The flu vaccine is very safe; it does not give people the flu. Either the flu mist or the injection has never been found to be transmitting any illness. What happens is, it takes a couple of weeks to build up the immune reaction that lets your body fight the influenza virus when it hits you. If you happen to be exposed to the to the virus before immunity has taken effect, then certainly you can still just on random chance become ill right after you get the flu shot. But that would be a statistical coincidence, not something that was caused by the vaccine itself.

Are there dangerous complications that you can get from influenza?

It tends to be people who are susceptive to illness anyway (who are vulnerable). So if you already have a lung disorder that prevents you from clearing mucus or clearing bacteria, that sort of thing, you’re more susceptible, if you get congested from something like the flu, to develop other infections along with it. Perhaps developing pneumonia. Mostly its people who don’t have the stronger immune systems to start with are at risk.
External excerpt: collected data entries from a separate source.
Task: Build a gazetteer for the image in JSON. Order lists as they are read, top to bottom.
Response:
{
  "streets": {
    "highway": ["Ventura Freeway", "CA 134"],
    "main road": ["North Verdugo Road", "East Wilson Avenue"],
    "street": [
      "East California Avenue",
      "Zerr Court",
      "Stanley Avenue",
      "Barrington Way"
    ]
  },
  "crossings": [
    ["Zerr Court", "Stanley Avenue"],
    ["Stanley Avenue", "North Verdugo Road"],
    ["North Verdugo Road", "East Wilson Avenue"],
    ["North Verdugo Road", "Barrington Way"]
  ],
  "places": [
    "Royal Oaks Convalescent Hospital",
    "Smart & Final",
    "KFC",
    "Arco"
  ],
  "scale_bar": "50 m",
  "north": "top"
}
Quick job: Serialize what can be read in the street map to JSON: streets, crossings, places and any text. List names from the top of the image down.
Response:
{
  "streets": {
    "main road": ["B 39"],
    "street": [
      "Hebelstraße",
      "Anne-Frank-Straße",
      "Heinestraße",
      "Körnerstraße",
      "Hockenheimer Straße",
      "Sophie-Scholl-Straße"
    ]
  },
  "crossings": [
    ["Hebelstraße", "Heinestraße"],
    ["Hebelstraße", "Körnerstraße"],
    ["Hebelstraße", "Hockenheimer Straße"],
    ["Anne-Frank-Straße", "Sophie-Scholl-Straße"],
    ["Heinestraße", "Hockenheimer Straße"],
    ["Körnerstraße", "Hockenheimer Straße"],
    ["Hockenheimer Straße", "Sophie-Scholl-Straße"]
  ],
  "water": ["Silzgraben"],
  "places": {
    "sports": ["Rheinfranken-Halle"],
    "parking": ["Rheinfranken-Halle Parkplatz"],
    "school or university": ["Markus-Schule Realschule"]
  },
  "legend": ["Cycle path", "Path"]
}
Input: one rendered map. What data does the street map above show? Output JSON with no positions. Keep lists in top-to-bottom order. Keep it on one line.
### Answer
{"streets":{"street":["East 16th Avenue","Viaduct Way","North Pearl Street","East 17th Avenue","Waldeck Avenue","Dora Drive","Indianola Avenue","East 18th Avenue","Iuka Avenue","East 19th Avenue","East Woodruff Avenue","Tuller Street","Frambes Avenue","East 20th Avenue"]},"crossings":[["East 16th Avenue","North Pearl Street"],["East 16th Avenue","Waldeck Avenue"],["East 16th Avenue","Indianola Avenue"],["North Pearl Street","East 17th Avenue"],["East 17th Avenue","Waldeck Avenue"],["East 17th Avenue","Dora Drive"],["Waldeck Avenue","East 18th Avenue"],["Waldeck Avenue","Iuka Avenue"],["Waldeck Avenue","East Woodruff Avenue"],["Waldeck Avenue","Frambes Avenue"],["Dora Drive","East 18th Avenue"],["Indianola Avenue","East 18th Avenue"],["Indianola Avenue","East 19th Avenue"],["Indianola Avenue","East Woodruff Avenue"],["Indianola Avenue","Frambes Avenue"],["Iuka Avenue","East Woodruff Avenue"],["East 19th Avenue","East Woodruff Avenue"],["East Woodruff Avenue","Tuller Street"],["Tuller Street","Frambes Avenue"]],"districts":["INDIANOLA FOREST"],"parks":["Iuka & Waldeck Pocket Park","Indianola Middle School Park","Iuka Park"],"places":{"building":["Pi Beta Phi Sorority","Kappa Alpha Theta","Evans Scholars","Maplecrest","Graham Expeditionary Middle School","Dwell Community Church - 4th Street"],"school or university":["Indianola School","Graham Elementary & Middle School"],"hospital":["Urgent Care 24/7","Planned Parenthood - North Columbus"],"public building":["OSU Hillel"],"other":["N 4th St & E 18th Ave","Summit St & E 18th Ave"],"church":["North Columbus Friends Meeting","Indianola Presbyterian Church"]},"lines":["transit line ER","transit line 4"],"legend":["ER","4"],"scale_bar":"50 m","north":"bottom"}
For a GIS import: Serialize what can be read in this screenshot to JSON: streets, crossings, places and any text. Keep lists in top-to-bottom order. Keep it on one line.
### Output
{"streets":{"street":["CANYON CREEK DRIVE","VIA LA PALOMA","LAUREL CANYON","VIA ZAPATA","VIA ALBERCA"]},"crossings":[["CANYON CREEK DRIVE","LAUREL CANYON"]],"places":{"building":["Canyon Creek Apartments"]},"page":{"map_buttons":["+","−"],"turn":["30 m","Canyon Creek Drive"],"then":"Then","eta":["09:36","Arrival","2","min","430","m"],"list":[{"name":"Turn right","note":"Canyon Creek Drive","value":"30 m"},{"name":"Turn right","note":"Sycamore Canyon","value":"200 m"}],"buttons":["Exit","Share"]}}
What’s the top recommendation for avoiding the flu?

The flu shot is really the number one recommendation. There are, of course, other things we can do. One of the important ones is just wash your hands frequently. This protects you, not just against influenza, but also stomach viruses and other respiratory illnesses. Avoid rubbing your eyes and touching your face because you can transmit the virus from your hands to parts of you where it is likely to infect you.